記録的な値上げラッシュ…強化すべきフードパントリー、今後さらに困窮家庭が増加 食品廃棄せず寄付を

2カ月に1度、食料品を配布するフードパントリー。ひとり親家庭などの地域住民が訪れた=9月初旬、川口市

 ロシアのウクライナ侵攻や円安などを要因に国内で深刻化している物価の上昇。埼玉県内でも一部企業や消費者が経済的に圧迫され、困窮家庭や福祉団体などに食料品を提供するフードバンクやフードパントリーは体制の強化が急務になっている。関係者らは需要の高まりを感じつつ「活動をもっと知ってもらい、不要な食料品があれば寄付してほしい」と呼びかけている。

 9月初旬の日曜日、川口市にあるフードパントリーには多くの人が訪れた。パントリーでは、付近に住むひとり親家庭やコロナ禍などの影響で失職した生活困窮者を対象に2カ月に1度のペースでコメやレトルト食品、即席麺などを配っており、この日も約50に上る家庭が食料品を受け取った。

 市内に住み、保育園から中学生までの子ども4人を育てる30代の女性もそのうちの1人。「物価の上昇は家計に直接響く。今年に入ってから月を追うごとに苦しくなっている」とため息をついた。8月の食費は1月と比較して体感で3割ほど高くなったという。平日は事務としてフルタイムで働きながら子どもを送迎し、その他の家事を全て1人で担っている。料理に割く時間もできるだけ短くしたいが、インスタントやレトルト食品は割高で手を出しづらく「パントリーの支援によって、毎日とは言えないが楽をできる日がある。とても助かっている」と話した。

 帝国データバンクが今月1日に発表した「『食品主要105社』価格改定動向調査」によると、上場する主要飲食料品メーカー105社の今年以降の価格改定計画(実施済み含む)を調査したところ、加工食品や調味料などを中心に8月末時点で累計2万56品目で値上げが判明した。

 うち来月には6500品目を超える食品が値上げの予定で、帝国データバンクは「記録的な値上げラッシュになる」と予想する。フードパントリーなどに多く寄せられるカップ麺やレトルト食品などの加工食品の平均値上げ率は16%で、五つある食料品の分野で最も高い値上げ率だった。

 パントリーの運営団体代表の男性によると、川口市のエリアでは昨年まで五つのパントリーで支援していたが、今年に入ってから新たに二つ増えたという。支援する家庭数も昨年から20ほど増加し、250家庭になった。男性は「今後さらに支援が必要になる家庭が増えることを見越して、支援体制を拡大していきたい」と話す。

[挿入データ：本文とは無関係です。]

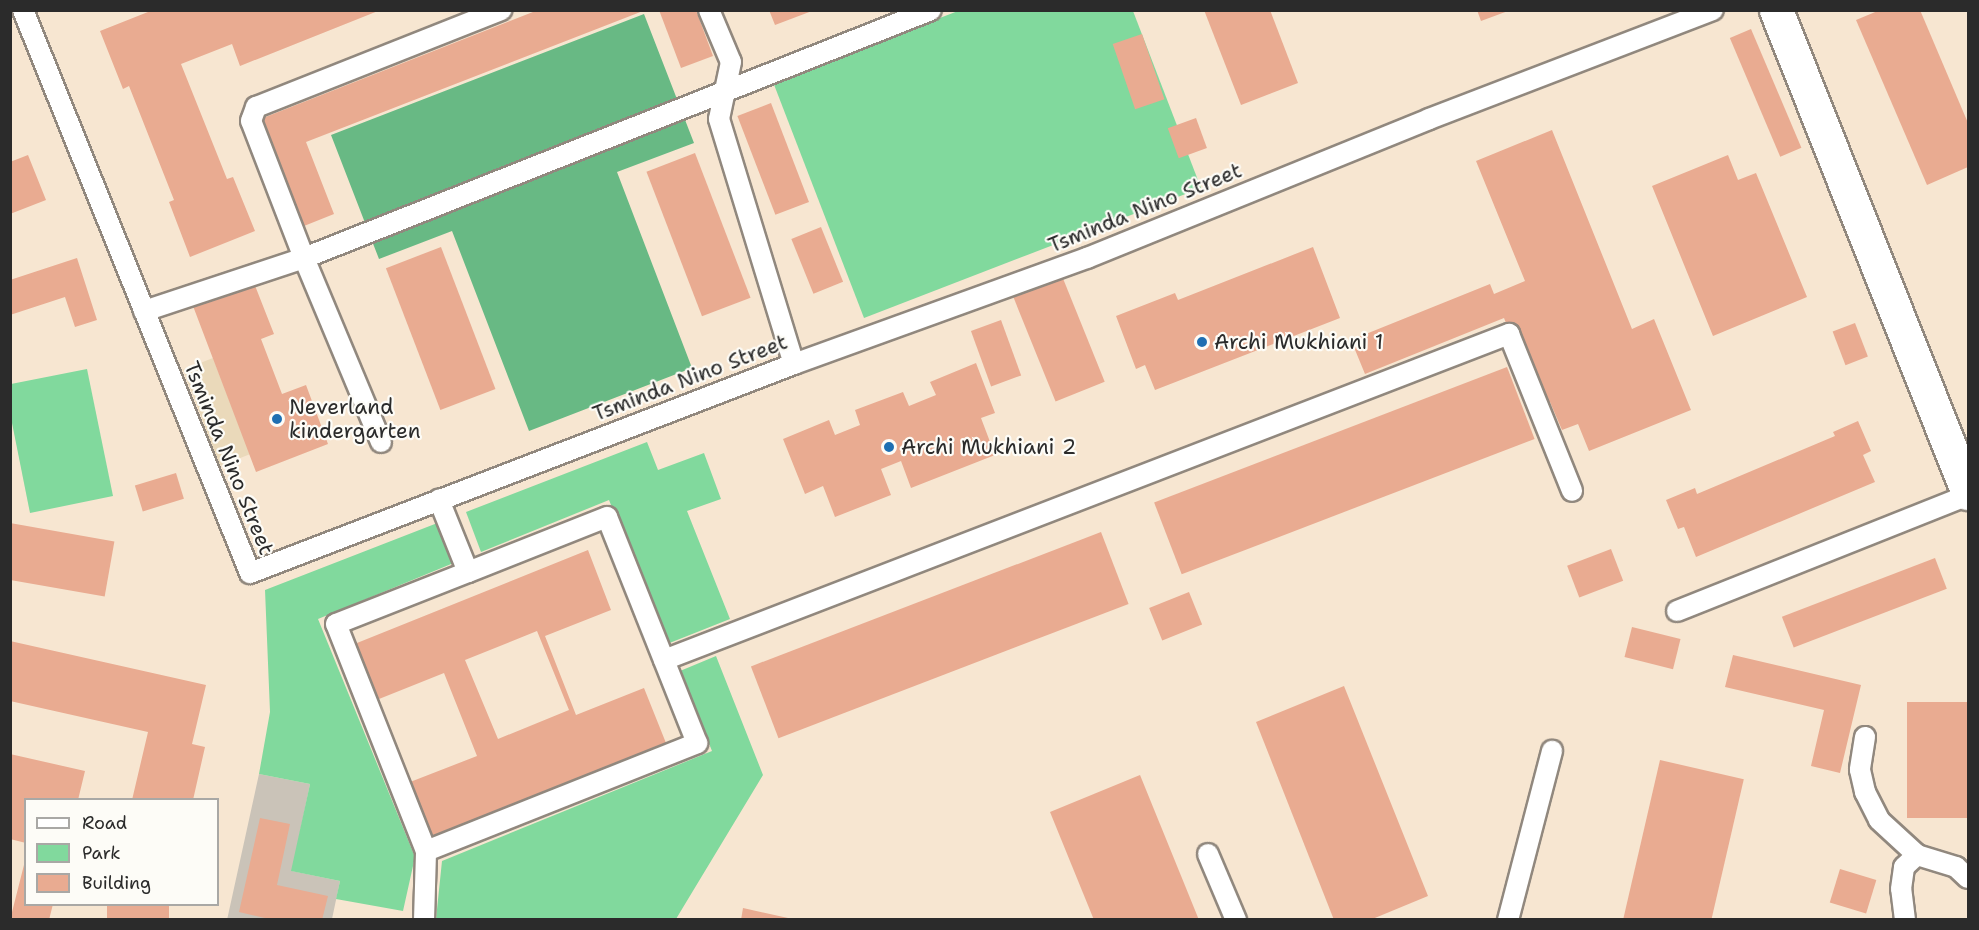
<!DOCTYPE html>
<html>
<head>
<meta charset="utf-8">
<style>
	body { margin:0 }
	#map { position:relative; width:1979px; height:930px; overflow:hidden; background:#f7e6d1; font-family:"Shantell Sans",sans-serif }
	div>[style] { position:absolute }
	[style*='--x'] { left:calc(var(--x)*1px); top:calc(var(--y)*1px); width:calc(var(--w)*1px); rotate:calc(var(--a)*1deg) }
	.built>* { inset:0; background:#ead9ba; transform-origin:0 0 }
	.industrial>* { inset:0; background:#cac3b8 }
	.green>* { inset:0; background:#81d99d }
	.forest>* { inset:0; background:#68b984 }
	.building>* { inset:0; background:#e9ab91; transform-origin:0 0 }
	.roads { filter:drop-shadow(2px 0 #91887e) drop-shadow(-2px 0 #91887e) drop-shadow(0 2px #91887e) drop-shadow(0 -2px #91887e) }
	.lane>* { height:20px; margin:-10px; padding:0 10px; transform-origin:10px; border-radius:10px; background:#fff }
	.street>* { height:33px; margin:-16.5px; padding:0 16.5px; transform-origin:16.5px; border-radius:16.5px; background:#fff }
	.dots>* { width:16px; height:16px; translate:-50% -50%; box-sizing:border-box; border:3px solid #fdfcf7; border-radius:50% }
	span { translate:-50% -50%; white-space:nowrap; text-align:center; line-height:1.15; -webkit-text-stroke:4.5px #fdfcf7; paint-order:stroke }
	.street-label { font-size:21px; color:#2b2b2b }
	.poi-label { font-size:21px; color:#2b2b2b }
	.left { translate:0 -50%; text-align:left }
	.frame { position:absolute; inset:0; border:12px solid #2b2b2b; pointer-events:none }
	.legend { position:absolute; left:24px; top:798px; width:195px; height:108px; box-sizing:border-box; background:#fdfcf7; border:2px solid #a9a8a5; margin:0; padding:8px 10px; list-style:none; font-size:18px; color:#2b2b2b }
	.legend li { display:flex; align-items:center; gap:12px; height:30px }
	.legend b { width:30px; border:2px solid #a9a8a5 }
</style>
</head>
<body>
<div id="map">
	<div class="built">
		<i style="left:213px;top:358px;width:103px;height:32px;rotate:69deg"></i>
	</div>
	<div class="industrial">
		<i style="clip-path:polygon(259px 774px,310px 784px,292px 871px,340px 881px,332px 919px,227px 920px)"></i>
	</div>
	<div class="green">
		<i style="clip-path:polygon(958px 11px,1133px 11px,1201px 188px,864px 318px,773px 82px)"></i>
		<i style="clip-path:polygon(87px 369px,113px 496px,30px 513px,11px 418px,11px 384px)"></i>
		<i style="clip-path:polygon(647px 442px,658px 470px,704px 453px,721px 499px,687px 511px,730px 619px,667px 644px,609px 500px,481px 552px,466px 512px)"></i>
		<i style="clip-path:polygon(440px 522px,456px 562px,318px 619px,415px 857px,403px 911px,336px 899px,340px 881px,291px 871px,310px 784px,259px 774px,270px 712px,265px 590px)"></i>
		<i style="clip-path:polygon(716px 656px,763px 775px,676px 919px,436px 919px,442px 861px,712px 751px,680px 671px)"></i>
	</div>
	<div class="forest">
		<i style="clip-path:polygon(644px 14px,694px 143px,617px 172px,692px 368px,529px 431px,452px 231px,379px 259px,331px 135px)"></i>
	</div>
	<div class="building">
		<i style="clip-path:polygon(153px 10px,378px 11px,240px 66px,232px 44px,181px 64px,227px 179px,233px 177px,255px 231px,190px 257px,169px 202px,174px 200px,129px 86px,123px 89px,100px 31px)"></i>
		<i style="clip-path:polygon(538px 10px,643px 11px,306px 142px,334px 214px,304px 226px,263px 118px)"></i>
		<i style="clip-path:polygon(659px 10px,696px 10px,713px 56px,681px 68px)"></i>
		<i style="clip-path:polygon(769px 10px,812px 10px,812px 11px,775px 25px)"></i>
		<i style="clip-path:polygon(1204px 10px,1270px 10px,1298px 83px,1241px 105px)"></i>
		<i style="clip-path:polygon(1477px 10px,1508px 10px,1508px 11px,1481px 21px)"></i>
		<i style="clip-path:polygon(1880px 10px,1920px 10px,1968px 123px,1968px 167px,1927px 185px,1856px 20px)"></i>
		<i style="left:1751px;top:29px;width:129px;height:23px;rotate:67deg"></i>
		<i style="left:1142px;top:34px;width:69px;height:31px;rotate:71deg"></i>
		<i style="left:771px;top:103px;width:106px;height:36px;rotate:69deg"></i>
		<i style="left:1196px;top:118px;width:32px;height:30px;rotate:70deg"></i>
		<i style="clip-path:polygon(1552px 130px,1632px 329px,1654px 319px,1691px 410px,1589px 451px,1578px 424px,1562px 430px,1550px 402px,1539px 407px,1504px 318px,1365px 374px,1351px 340px,1490px 284px,1494px 294px,1525px 281px,1476px 161px)"></i>
		<i style="left:695px;top:153px;width:155px;height:52px;rotate:69deg"></i>
		<i style="clip-path:polygon(28px 155px,46px 200px,10px 214px,10px 162px)"></i>
		<i style="clip-path:polygon(1728px 155px,1738px 180px,1756px 173px,1807px 297px,1713px 336px,1652px 186px)"></i>
		<i style="left:821px;top:227px;width:59px;height:32px;rotate:68deg"></i>
		<i style="left:441px;top:247px;width:152px;height:59px;rotate:69deg"></i>
		<i style="clip-path:polygon(1313px 247px,1340px 318px,1155px 390px,1145px 365px,1136px 369px,1116px 316px,1175px 293px,1178px 300px)"></i>
		<i style="clip-path:polygon(77px 258px,97px 320px,75px 327px,65px 297px,10px 315px,10px 280px)"></i>
		<i style="left:1062px;top:276px;width:114px;height:53px;rotate:68deg"></i>
		<i style="clip-path:polygon(254px 283px,274px 334px,261px 339px,282px 394px,306px 385px,328px 444px,256px 472px,193px 306px)"></i>
		<i style="left:1001px;top:320px;width:59px;height:32px;rotate:70deg"></i>
		<i style="left:1855px;top:323px;width:36px;height:24px;rotate:69deg"></i>
		<i style="clip-path:polygon(976px 363px,995px 413px,981px 418px,995px 455px,911px 488px,901px 461px,881px 469px,891px 495px,835px 517px,823px 486px,805px 494px,783px 439px,829px 420px,835px 435px,860px 425px,855px 410px,903px 392px,909px 406px,936px 395px,930px 382px)"></i>
		<i style="left:1507px;top:367px;width:77px;height:378px;rotate:69deg"></i>
		<i style="clip-path:polygon(1858px 421px,1871px 451px,1863px 455px,1875px 482px,1696px 557px,1684px 527px,1678px 529px,1666px 500px,1695px 488px,1697px 494px,1835px 436px,1833px 432px)"></i>
		<i style="left:176px;top:473px;width:27px;height:43px;rotate:73deg"></i>
		<i style="left:10px;top:523px;width:106px;height:56px;rotate:10deg"></i>
		<i style="left:1101px;top:532px;width:77px;height:375px;rotate:69deg"></i>
		<i style="left:1611px;top:549px;width:34px;height:47px;rotate:69deg"></i>
		<i style="clip-path:polygon(evenodd,588px 550px,611px 610px,545px 636px,576px 715px,644px 688px,668px 748px,429px 843px,405px 784px,477px 756px,444px 673px,374px 701px,352px 645px,588px 550px,537px 631px,569px 710px,498px 739px,465px 660px,537px 631px)"></i>
		<i style="left:1935px;top:558px;width:33px;height:164px;rotate:69deg"></i>
		<i style="left:1189px;top:592px;width:35px;height:43px;rotate:68deg"></i>
		<i style="left:1632px;top:627px;width:50px;height:31px;rotate:14deg"></i>
		<i style="clip-path:polygon(10px 641px,206px 685px,192px 744px,205px 747px,193px 800px,132px 800px,148px 732px,10px 701px)"></i>
		<i style="clip-path:polygon(1733px 655px,1861px 685px,1840px 773px,1811px 766px,1824px 710px,1725px 687px)"></i>
		<i style="clip-path:polygon(1344px 686px,1428px 896px,1370px 920px,1334px 920px,1256px 722px)"></i>
		<i style="left:1968px;top:702px;width:116px;height:61px;rotate:90deg"></i>
		<i style="clip-path:polygon(10px 754px,85px 771px,78px 800px,26px 800px,26px 843px,10px 839px)"></i>
		<i style="left:1660px;top:760px;width:86px;height:164px;rotate:13deg"></i>
		<i style="clip-path:polygon(1140px 775px,1199px 920px,1094px 920px,1050px 812px)"></i>
		<i style="clip-path:polygon(260px 818px,290px 824px,277px 885px,328px 896px,322px 920px,274px 920px,239px 912px)"></i>
		<i style="clip-path:polygon(26px 857px,26px 904px,53px 904px,49px 920px,10px 920px)"></i>
		<i style="left:1840px;top:869px;width:38px;height:35px;rotate:17deg"></i>
		<i style="left:107px;top:904px;width:62px;height:16px"></i>
		<i style="clip-path:polygon(743px 908px,788px 918px,787px 920px,741px 920px)"></i>
	</div>
	<div class="roads">
		<div class="lane">
			<i style="--x:23;--y:10;--w:607;--a:68.04"></i>
			<i style="--x:250;--y:573;--w:583;--a:-21.02"></i>
			<i style="--x:794;--y:364;--w:312;--a:-19.9"></i>
			<i style="--x:1087;--y:258;--w:369;--a:-22.1"></i>
			<i style="--x:1429;--y:119;--w:304;--a:-21"></i>
			<i style="--x:709;--y:10;--w:56;--a:67.1"></i>
			<i style="--x:731;--y:62;--w:58;--a:101.9"></i>
			<i style="--x:719;--y:119;--w:256;--a:73"></i>
			<i style="--x:144;--y:311;--w:169;--a:-18.3"></i>
			<i style="--x:304;--y:258;--w:674;--a:-21.58"></i>
			<i style="--x:381;--y:442;--w:199;--a:-112.7"></i>
			<i style="--x:304;--y:258;--w:147;--a:-111.1"></i>
			<i style="--x:251;--y:121;--w:15;--a:-70"></i>
			<i style="--x:256;--y:107;--w:264;--a:-21.6"></i>
			<i style="--x:1677;--y:611;--w:313;--a:-21.7"></i>
			<i style="--x:664;--y:660;--w:906;--a:-21.1"></i>
			<i style="--x:1509;--y:334;--w:169;--a:68.1"></i>
			<i style="--x:1865;--y:737;--w:33;--a:99"></i>
			<i style="--x:1860;--y:770;--w:23;--a:77"></i>
			<i style="--x:1865;--y:792;--w:31;--a:63"></i>
			<i style="--x:1879;--y:820;--w:52;--a:42.6"></i>
			<i style="--x:1917;--y:855;--w:41;--a:17.1"></i>
			<i style="--x:1956;--y:867;--w:16;--a:43"></i>
			<i style="--x:426;--y:851;--w:244;--a:-111.6"></i>
			<i style="--x:336;--y:624;--w:142;--a:-21.5"></i>
			<i style="--x:1208;--y:854;--w:72;--a:67"></i>
			<i style="--x:424;--y:920;--w:69;--a:-88.3"></i>
			<i style="--x:426;--y:851;--w:292;--a:-21.7"></i>
			<i style="--x:697;--y:743;--w:243;--a:-111.7"></i>
			<i style="--x:607;--y:517;--w:149;--a:158.4"></i>
			<i style="--x:468;--y:572;--w:78;--a:-111.9"></i>
			<i style="--x:1508;--y:920;--w:175;--a:-75.4"></i>
			<i style="--x:1905;--y:920;--w:31;--a:-97"></i>
			<i style="--x:1901;--y:889;--w:22;--a:-82"></i>
			<i style="--x:1904;--y:867;--w:18;--a:-43"></i>
		</div>
		<div class="street">
			<i style="--x:1776;--y:10;--w:520;--a:68.32"></i>
		</div>
	</div>
	<div class="dots">
		<i style="left:1202px;top:342px;background:#1f6fb2"></i>
		<i style="left:277px;top:419px;background:#1f6fb2"></i>
		<i style="left:889px;top:447px;background:#1f6fb2"></i>
	</div>
	<div class="street-label">
		<span style="left:1145px;top:208px;rotate:-22deg">Tsminda Nino Street</span>
		<span style="left:690px;top:378px;rotate:-21deg">Tsminda Nino Street</span>
		<span style="left:229px;top:458px;rotate:68deg">Tsminda Nino Street</span>
	</div>
	<div class="poi-label">
		<span class="left" style="left:1214px;top:342px">Archi Mukhiani 1</span>
		<span class="left" style="left:289px;top:419px">Neverland<br>kindergarten</span>
		<span class="left" style="left:901px;top:447px">Archi Mukhiani 2</span>
	</div>
	<div class="frame"></div>
	<ul class="legend">
	<li><b style="height:8px;background:#fff"></b>Road</li>
	<li><b style="height:16px;background:#81d99d"></b>Park</li>
	<li><b style="height:16px;background:#e9ab91"></b>Building</li>
	</ul>
</div>
</body>
</html>
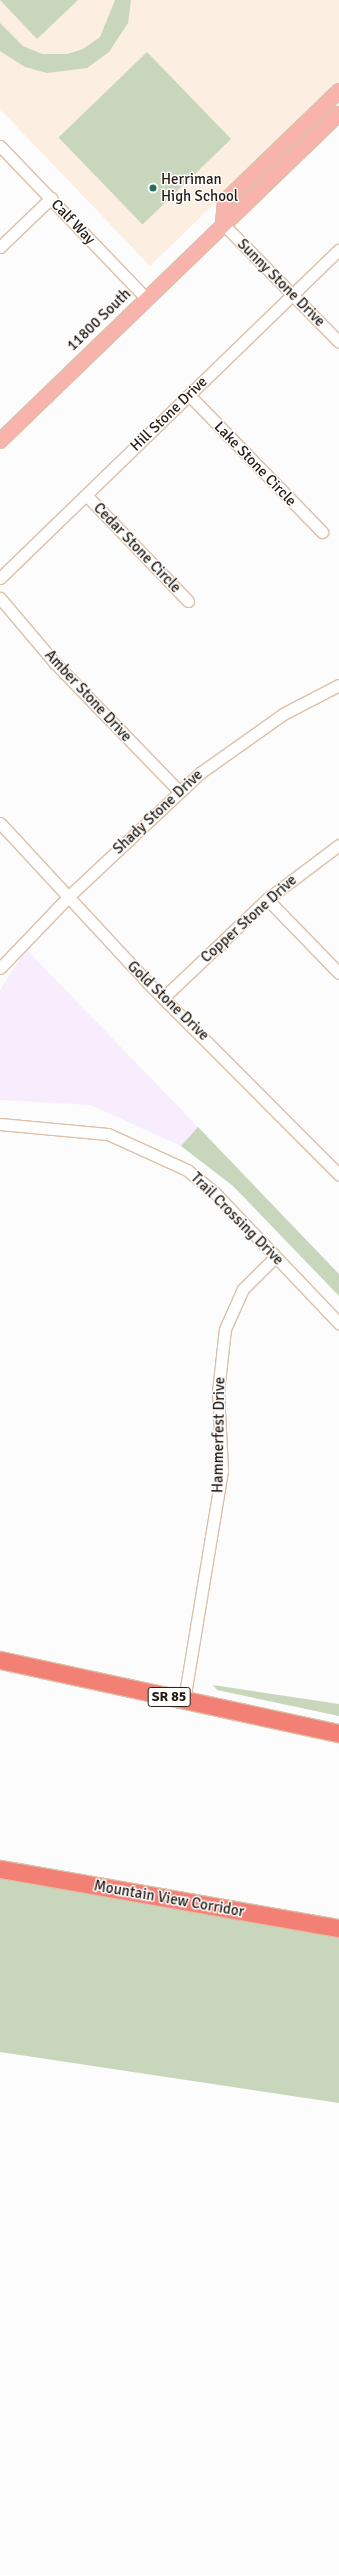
<!DOCTYPE html>
<html>
<head>
<meta charset="utf-8">
<style>
	body { margin:0 }
	#map { position:relative; width:339px; height:2575px; overflow:hidden; background:#fbfcfb; font-family:Signika,sans-serif }
	div>[style] { position:absolute }
	[style*='--x'] { left:calc(var(--x)*1px); top:calc(var(--y)*1px); width:calc(var(--w)*1px); rotate:calc(var(--a)*1deg) }
	.commercial>* { inset:0; background:#f8edfd }
	.built>* { inset:0; background:#fceee1 }
	.green>* { inset:0; background:#c8d7bb; transform-origin:0 0 }
	.roads { filter:drop-shadow(1px 0 #ddc0a8) drop-shadow(-1px 0 #ddc0a8) drop-shadow(0 1px #ddc0a8) drop-shadow(0 -1px #ddc0a8) }
	.minor>* { height:11px; margin:-5.5px; padding:0 5.5px; transform-origin:5.5px; border-radius:5.5px; background:#fff }
	.major>* { height:14px; margin:-7px; padding:0 7px; transform-origin:7px; border-radius:7px; background:#f8b3ac }
	.highway>* { height:17px; margin:-8.5px; padding:0 8.5px; transform-origin:8.5px; border-radius:8.5px; background:#f38075 }
	.dots>* { width:11px; height:11px; translate:-50% -50%; box-sizing:border-box; border:2px solid #fff; border-radius:50% }
	span { translate:-50% -50%; white-space:nowrap; text-align:center; line-height:1.15; -webkit-text-stroke:3px #fff; paint-order:stroke }
	.shield-label span { padding:1px 3px; background:#fff; border:1px solid; border-radius:3px; -webkit-text-stroke-width:0 }
	.shield-label { font-size:14px; color:#261c13; font-weight:700 }
	.poi-label { font-size:15px; color:#261c13 }
	.left { translate:0 -50%; text-align:left }
	.street-label { font-size:15px; color:#261c13 }
</style>
</head>
<body>
<div id="map">
	<div class="commercial">
		<div style="clip-path:polygon(26px 949px,198px 1127px,181px 1146px,91px 1105px,0 1100px,0 990px)"></div>
	</div>
	<div class="built">
		<div style="clip-path:polygon(0 0,339px 0,339px 83px,150px 266px,0 109px)"></div>
	</div>
	<div class="green">
		<div style="clip-path:polygon(0 0,78px 0,37px 39px)"></div>
		<div style="clip-path:polygon(115px 0,131px 0,128px 23px,109px 52px,87px 68px,47px 73px,25px 67px,0 51px,0 23px,23px 46px,42px 54px,67px 54px,83px 49px,100px 37px)"></div>
		<div style="left:147px;top:52px;width:121px;height:123px;rotate:46deg"></div>
		<div style="clip-path:polygon(198px 1127px,339px 1274px,339px 1296px,233px 1186px,181px 1146px)"></div>
		<div style="clip-path:polygon(213px 1685px,339px 1704px,339px 1716px,217px 1690px)"></div>
		<div style="clip-path:polygon(0 1877px,339px 1933px,339px 2103px,0 2052px)"></div>
	</div>
	<div class="roads">
		<div class="minor">
			<div style="--x:0;--y:146;--w:211;--a:46.2"></div>
			<div style="--x:223;--y:224;--w:165;--a:45.5"></div>
			<div style="--x:0;--y:247;--w:71;--a:-43.9"></div>
			<div style="--x:189;--y:395;--w:191;--a:45.8"></div>
			<div style="--x:86;--y:495;--w:147;--a:46.1"></div>
			<div style="--x:0;--y:578;--w:472;--a:-44.1"></div>
			<div style="--x:0;--y:598;--w:84;--a:49.8"></div>
			<div style="--x:54;--y:662;--w:180;--a:45.9"></div>
			<div style="--x:0;--y:823;--w:218;--a:47.2"></div>
			<div style="--x:148;--y:983;--w:271;--a:45.1"></div>
			<div style="--x:267;--y:899;--w:103;--a:45.8"></div>
			<div style="--x:0;--y:968;--w:100;--a:-46.2"></div>
			<div style="--x:69;--y:896;--w:180;--a:-43.2"></div>
			<div style="--x:200;--y:773;--w:102;--a:-35.4"></div>
			<div style="--x:283;--y:714;--w:63;--a:-27.4"></div>
			<div style="--x:163;--y:998;--w:144;--a:-43.6"></div>
			<div style="--x:267;--y:899;--w:90;--a:-36.9"></div>
			<div style="--x:0;--y:1124;--w:108;--a:5.3"></div>
			<div style="--x:108;--y:1134;--w:87;--a:24.5"></div>
			<div style="--x:187;--y:1170;--w:36;--a:39"></div>
			<div style="--x:215;--y:1193;--w:180;--a:46.4"></div>
			<div style="--x:184;--y:1700;--w:233;--a:-80.6"></div>
			<div style="--x:222;--y:1470;--w:78;--a:-92.9"></div>
			<div style="--x:218;--y:1392;--w:63;--a:-83.7"></div>
			<div style="--x:225;--y:1329;--w:44;--a:-65.8"></div>
			<div style="--x:243;--y:1289;--w:45;--a:-45"></div>
		</div>
		<div class="major">
			<div style="--x:223;--y:224;--w:23;--a:-85"></div>
			<div style="--x:225;--y:201;--w:158;--a:-44"></div>
			<div style="--x:0;--y:441;--w:471;--a:-44"></div>
		</div>
		<div class="highway">
			<div style="--x:0;--y:1660;--w:347;--a:12.2"></div>
			<div style="--x:0;--y:1869;--w:344;--a:9.9"></div>
		</div>
	</div>
	<div class="dots">
		<div style="left:153px;top:188px;background:#266c61"></div>
	</div>
	<div class="shield-label">
		<span style="left:169px;top:1697px">SR 85</span>
	</div>
	<div class="poi-label">
		<span class="left" style="left:161px;top:188px">Herriman<br>High School</span>
	</div>
	<div class="street-label">
		<span style="left:73px;top:222px;rotate:46deg">Calf Way</span>
		<span style="left:281px;top:283px;rotate:45deg">Sunny Stone Drive</span>
		<span style="left:99px;top:320px;rotate:-44deg">11800 South</span>
		<span style="left:169px;top:414px;rotate:-44deg">Hill Stone Drive</span>
		<span style="left:255px;top:464px;rotate:46deg">Lake Stone Circle</span>
		<span style="left:137px;top:548px;rotate:46deg">Cedar Stone Circle</span>
		<span style="left:88px;top:696px;rotate:47deg">Amber Stone Drive</span>
		<span style="left:158px;top:812px;rotate:-43deg">Shady Stone Drive</span>
		<span style="left:249px;top:919px;rotate:-42deg">Copper Stone Drive</span>
		<span style="left:168px;top:1001px;rotate:44deg">Gold Stone Drive</span>
		<span style="left:237px;top:1219px;rotate:45deg">Trail Crossing Drive</span>
		<span style="left:219px;top:1435px;rotate:-89deg">Hammerfest Drive</span>
		<span style="left:169px;top:1899px;rotate:10deg">Mountain View Corridor</span>
	</div>
</div>
</body>
</html>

 フードバンクなどから食品を一括して受け入れ、県内各地域のフードパントリーなどに分配しているNPO法人「埼玉フードパントリーネットワーク」(越谷市)理事長の草場澄江さんも深刻な物価高で困窮した家庭などから「ニーズの高まりを感じている」と話す。

 ネットワークに加盟しているパントリーは昨年6月時点で52団体だったが、先月には県内31市町で71団体にまで増加した。団体が増えればそれだけ必要な食料品も増えるため、草場さんは「潜在化している廃棄食品は依然として多いはず。食品ロスを減らすという観点でもこれまで以上の支援をお願いしたい」と呼びかけている。